Film still from A Bigger Splash (1974), directed by Jack Hazan (all images courtesy of Metrograph Pictures)

Dancing in undies in the middle of the living room, smoky basement beauty pageants performed half in drag, waggish runway models twirling in dresses by Ossie Clark, a friend phoning a friend from a sun-strewn sofa, tulips drooping luridly in the corner. Billed as an “intimate portrait” of acclaimed English painter David Hockney, Jack Hazan’s experimental 1974 documentary — newly restored to 4k by Metrograph Productions — feels like both an homage to the creative process and a visual apologia for the decadence of a lost era.

Opening with a montage of Hockney press clips and the artist’s drawings of his closest companions — lover Peter Schlesinger, fashion illustrator Celia Birtwell, assistant Mo McDermott, and British gallerist John Kasmin, among them — the film basks in the full-frontal, day-to-day details of their tightly interwoven emotional lives. “What was happening in London was happening in New York at the same time,” Hazan recounted in a recent phone conversation. “Artists still alive today love this film — they’re flattered by it. I wasn’t aware of it back then, but I do see now that the film captured a time. That was my responsibility: to capture what was taking place in front of me.”

Film still from A Bigger Splash (1974), directed by Jack Hazan

Not unlike the zeitgeist it captures, A Bigger Splash privileges sensual introspection over linearity, its disjunctive imagery and cadence reminiscent of Renata Adler’s 1976 novel Speedboat and Jean-Luc Godard’s New Wave. Those with little patience for a languid pace and circular plot might take issue, as might viewers seeking a verite take on the art world’s so-called “golden boy.” “We didn’t know what the film was about at first — no idea,” Hazan said, referring to himself and editor David Mingay. “We’d managed to get sporadic access to Hockney and his friends throughout, and we knew there was a story somewhere.”

The a-ha! moment for a film “made in the cutting room” occurred while they were shooting Hockney painting a portrait of Peter, a beautiful model and photographer whose whitey tighties, in a later scene, practically glow onscreen. “There was obviously a breakup between David and Peter,” the director recalled, “and Peter got an apartment down the road about 200 yards away. David wanted to see him, so he said to me, ‘I’d like to paint Peter to finish an oil painting I’m doing. Would you help me?’ Peter came around and I’d never filmed him before — I’d barely seen him. And I could tell he was hostile — he felt betrayed by David that he’d be filmed. So he sat on the stool in a fury, but didn’t let on. I started shooting very, very fast.”
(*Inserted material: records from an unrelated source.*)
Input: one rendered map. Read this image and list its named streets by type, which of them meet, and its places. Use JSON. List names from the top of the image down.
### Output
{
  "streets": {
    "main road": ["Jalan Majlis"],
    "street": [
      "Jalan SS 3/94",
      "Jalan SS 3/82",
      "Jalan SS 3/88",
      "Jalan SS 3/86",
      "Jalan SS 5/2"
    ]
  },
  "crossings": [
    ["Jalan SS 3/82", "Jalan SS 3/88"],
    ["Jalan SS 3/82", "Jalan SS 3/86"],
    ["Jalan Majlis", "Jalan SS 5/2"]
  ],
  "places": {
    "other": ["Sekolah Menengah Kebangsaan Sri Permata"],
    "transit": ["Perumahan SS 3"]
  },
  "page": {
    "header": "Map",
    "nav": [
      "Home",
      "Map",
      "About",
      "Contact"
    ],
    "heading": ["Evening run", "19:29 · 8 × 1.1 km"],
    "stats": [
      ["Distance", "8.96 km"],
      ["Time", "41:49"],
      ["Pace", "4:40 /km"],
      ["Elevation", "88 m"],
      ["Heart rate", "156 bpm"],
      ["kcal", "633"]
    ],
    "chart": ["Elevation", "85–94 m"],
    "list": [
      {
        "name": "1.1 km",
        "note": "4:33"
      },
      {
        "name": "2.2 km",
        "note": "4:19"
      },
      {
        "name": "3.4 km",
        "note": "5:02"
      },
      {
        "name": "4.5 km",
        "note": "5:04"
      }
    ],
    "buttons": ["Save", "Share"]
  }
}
Hazan’s interventions into Hockney’s cohort gradually cohere into a loose narrative of longing, loss, and artistic labor. “Ethical or not, we were intrusive,” he admitted. “Their conversations were more or less set up … the night before I filmed, I’d come up with one or two questions that would prompt a conversation — usually between two people. Sometimes they would say ‘yes’ and sometimes they would say ‘no.’ If they’d say yes I knew I’d get some sort of reaction.”
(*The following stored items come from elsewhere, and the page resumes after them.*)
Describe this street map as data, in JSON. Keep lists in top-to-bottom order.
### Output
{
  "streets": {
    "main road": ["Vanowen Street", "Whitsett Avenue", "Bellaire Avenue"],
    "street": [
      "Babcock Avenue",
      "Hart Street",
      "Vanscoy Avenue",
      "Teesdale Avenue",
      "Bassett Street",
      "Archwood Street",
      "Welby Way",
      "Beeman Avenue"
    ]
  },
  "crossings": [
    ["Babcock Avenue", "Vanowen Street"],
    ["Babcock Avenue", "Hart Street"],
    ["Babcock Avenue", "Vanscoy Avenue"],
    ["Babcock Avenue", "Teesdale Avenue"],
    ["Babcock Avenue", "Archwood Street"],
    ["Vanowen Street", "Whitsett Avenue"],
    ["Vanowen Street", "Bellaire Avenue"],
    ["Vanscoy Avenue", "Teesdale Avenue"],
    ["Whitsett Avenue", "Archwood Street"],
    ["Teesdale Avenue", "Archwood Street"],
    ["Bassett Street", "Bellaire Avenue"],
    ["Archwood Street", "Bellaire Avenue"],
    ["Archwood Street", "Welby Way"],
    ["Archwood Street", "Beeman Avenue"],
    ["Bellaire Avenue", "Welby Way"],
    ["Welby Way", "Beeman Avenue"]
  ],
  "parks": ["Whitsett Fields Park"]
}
Film still from A Bigger Splash (1974), directed by Jack Hazan

These exchanges caught in media res often resemble Factory films, as they desultorily relay information across long, static close-ups. “That’s how Warhol filmed his characters,” Hazan explained of his own process. “They’re not actors, so you cannot disturb them. You cannot move the camera and ask them to do it again.”
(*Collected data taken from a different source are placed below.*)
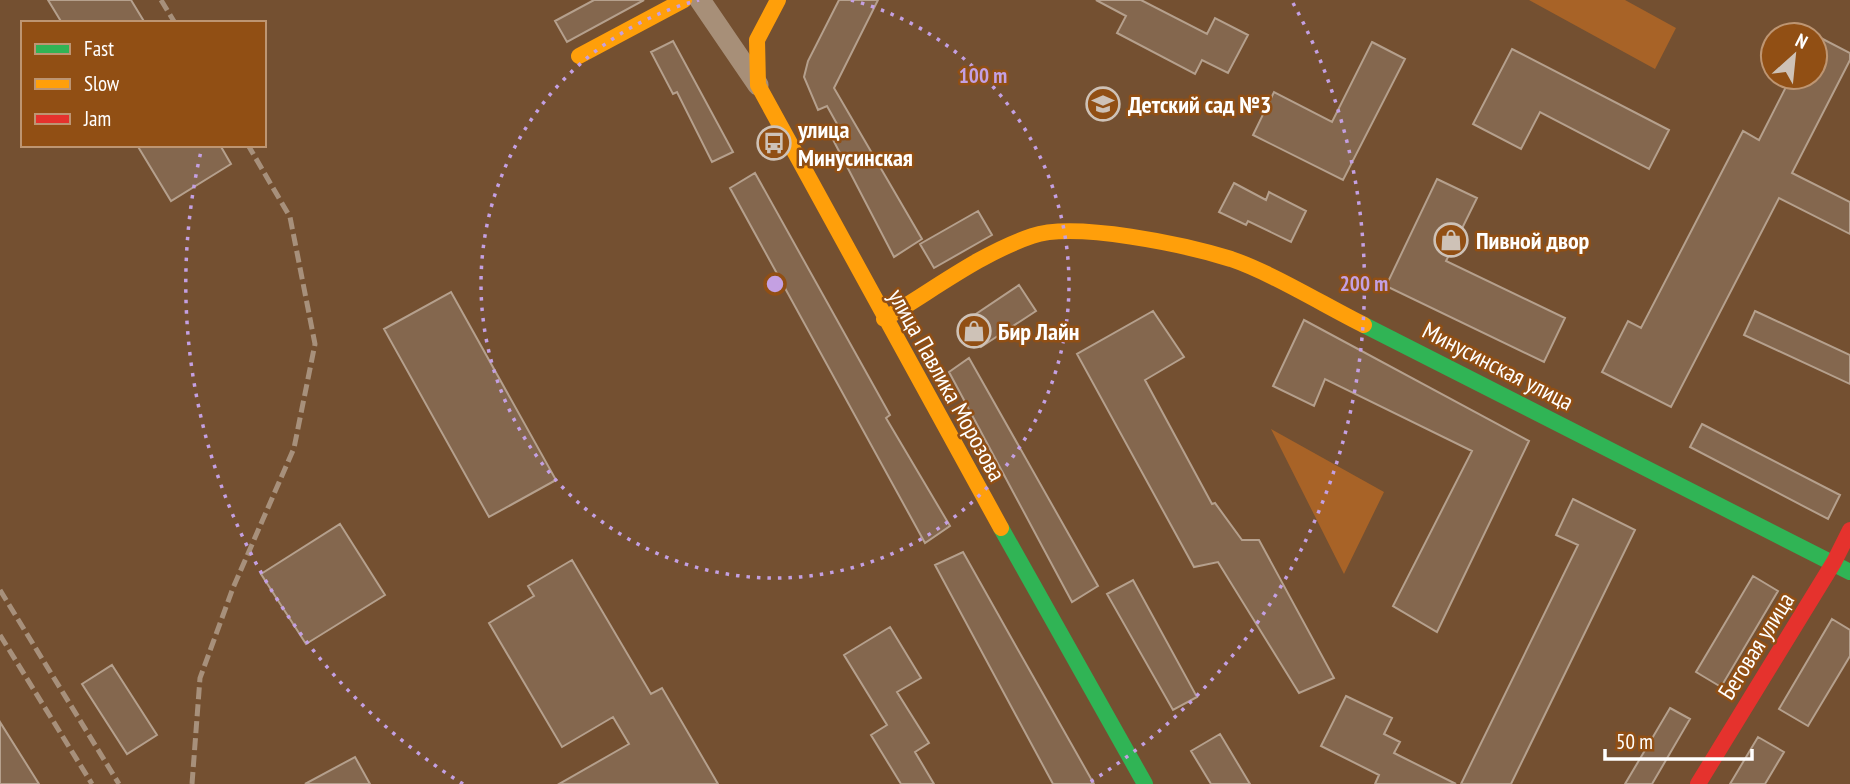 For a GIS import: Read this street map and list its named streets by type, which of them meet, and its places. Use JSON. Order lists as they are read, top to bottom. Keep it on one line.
{"streets":{"street":["Минусинская улица","улица Павлика Морозова","Беговая улица"]},"crossings":[["Минусинская улица","улица Павлика Морозова"],["Минусинская улица","Беговая улица"]],"places":{"school or university":["Детский сад №3"],"bus stop":["улица Минусинская"],"shop":["Пивной двор","Бир Лайн"]},"legend":["Fast","Slow","Jam"],"scale_bar":"50 m","north":"top right","rings":["100 m","200 m"]} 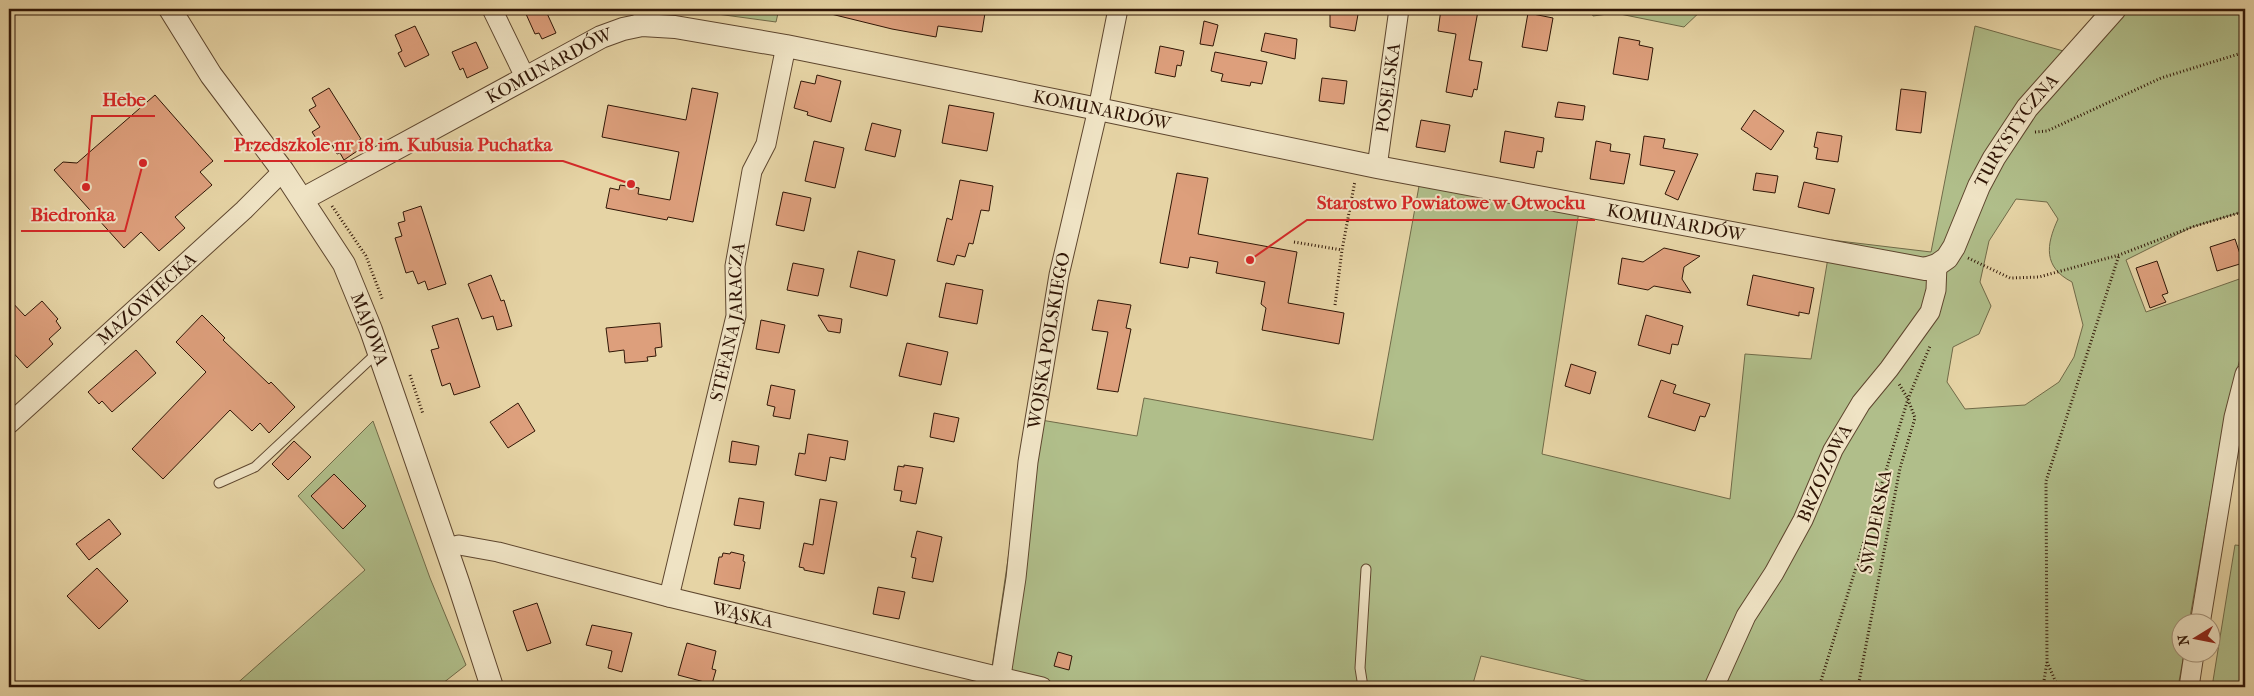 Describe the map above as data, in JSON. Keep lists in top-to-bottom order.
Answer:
{
  "streets": {
    "street": [
      "KOMUNARDÓW",
      "POSELSKA",
      "TURYSTYCZNA",
      "MAZOWIECKA",
      "STEFANA JARACZA",
      "MAJOWA",
      "WOJSKA POLSKIEGO",
      "BRZOZOWA",
      "WĄSKA"
    ],
    "path": ["ŚWIDERSKA"]
  },
  "crossings": [
    ["KOMUNARDÓW", "POSELSKA"],
    ["KOMUNARDÓW", "TURYSTYCZNA"],
    ["KOMUNARDÓW", "STEFANA JARACZA"],
    ["KOMUNARDÓW", "MAJOWA"],
    ["KOMUNARDÓW", "WOJSKA POLSKIEGO"],
    ["KOMUNARDÓW", "BRZOZOWA"],
    ["TURYSTYCZNA", "BRZOZOWA"],
    ["MAZOWIECKA", "MAJOWA"],
    ["STEFANA JARACZA", "WĄSKA"],
    ["MAJOWA", "WĄSKA"],
    ["WOJSKA POLSKIEGO", "WĄSKA"],
    ["BRZOZOWA", "ŚWIDERSKA"]
  ],
  "places": [
    "Biedronka",
    "Przedszkole nr 18 im. Kubusia Puchatka",
    "Hebe",
    "Starostwo Powiatowe w Otwocku"
  ],
  "north": "left"
}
Most sessions of lugubrious lounging record Hockney’s ambivalence over whether to stay in London or move to New York or LA. It’s been years since he completed his famous pool painting, “A Bigger Splash,” and the artist is in a creative slump. “You don’t know the pressure that I get on me,” Kasmin says to Hockney of the British demand for the artist’s paintings. “It makes it difficult to see you thinking of going away, and not knowing exactly how you plan your work and time.” “One picture that took two weeks actually took six months and two weeks,” Hockney replies, smirking in his signature suit and bowtie. Inspiration, it seems, cannot be scheduled. Sulking is no indulgence; it is essential to everyday fraternizing, to lazing about with one’s mates midday. It is also essential, the film suggests, to making a masterpiece. In 2018, Hockney’s “Portrait of an Artist (Pool with Two Figures)” sold for over 90 million dollars, a record at the time for a work by a living artist. Witnessing Hockney painstakingly — if intermittently — compose this painting at a tumultuous period in his life testifies to the unpredictable nature of creative brilliance.

Film still from A Bigger Splash (1974), directed by Jack Hazan

“I think for a while David saw it as a history of his life at that point,” Hazan laughed. “Of course it’s not. It’s a designed movie, really. I used to buy the flowers and put them in somebody’s hands. We couldn’t leave it to chance — because we didn’t have the money for that. The restrictions dictate what you do. That’s how it is in art.”

Alternating between dubbing the film as “the truth” and “exaggerated,” the director views A Bigger Splash as “heightened reality.” It might be just as accurate to call it a droll, sumptuous staging of life imitating art imitating life — a cinematic prose-poem recontextualizing one of the most iconic canvases of past century. As meta-commentary and tribute to the toils of genius, A Bigger Splash may leave a greater impact now than it did nearly 50 years ago — as should be the case for any triumphant work of art.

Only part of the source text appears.